Reproductive Exile by Lucy Beech and Charity by Kate Davis
£6.00 / 4.00 concessions
Lucy Beech's new film Reproductive Exile follows the fictional story of a woman embarking in cross-boarder assisted reproduction. Whilst considering the gender bias in biomedical research the looping film is characterised by the entrapment of a perpetual journey and reveals the protagonists’ dependency on an intricate constellation of invisible female bodies; human and non-human, that work, care, constitute and provide for her reproductive journey. These bodies are invisibly linked by the production and sharing of animal and human sex hormones central to reproductive technologies.
The film is shot in Czech Republic, where the lack of legislation associated with reproductive rights offers a degree of freedom to a diverse range of commissioning parents who are driven to the country by a range of social, political and economic forces, whilst sustaining a booming fertility industry. The story unfolds in a fictional, private, international clinic built in a former public sanatorium where the protagonist is introduced to ‘Eve’ (short for Evatar) a three-dimensional representation of the female reproductive system. Based on research into recent developments in reproductive science, ‘Eve’ is the future of drug testing in women and personalised medicine. Pre-clinical research on women’s health has historically involved mostly male-derived cells and male animals, these practices have resulted in a lack of information about female physiology.

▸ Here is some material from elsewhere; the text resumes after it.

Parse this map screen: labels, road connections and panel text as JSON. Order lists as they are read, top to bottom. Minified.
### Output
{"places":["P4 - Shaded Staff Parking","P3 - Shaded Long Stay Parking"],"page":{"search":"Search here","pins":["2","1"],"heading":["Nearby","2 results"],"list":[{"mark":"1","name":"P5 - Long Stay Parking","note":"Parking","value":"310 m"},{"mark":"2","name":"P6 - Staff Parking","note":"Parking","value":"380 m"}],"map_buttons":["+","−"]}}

Eve addresses this absence of the female body in the history of its own treatment and as the intended parent discovers more about her body’s incapacity to produce the hormones she needs to stimulate her ovaries, she becomes obsessed with Eve, confiding in her about the drugs she injects daily, derived in some cases from pregnant horse urine and in others from concentrated urine of menopausal women.
Charity by Kate Davis was commissioned by LUX and Glasgow Film Festival in 2016. Charity was inspired by the ways in which the work of film-maker, poet and artist Margaret Tait, invites the viewer to contemplate fundamental emotions and everyday activities that are often overlooked. Taking artistic representations of breastfeeding as its focus, the film explores how the essential – but largely invisible and unpaid – processes we employ to care for others could be re-imagined.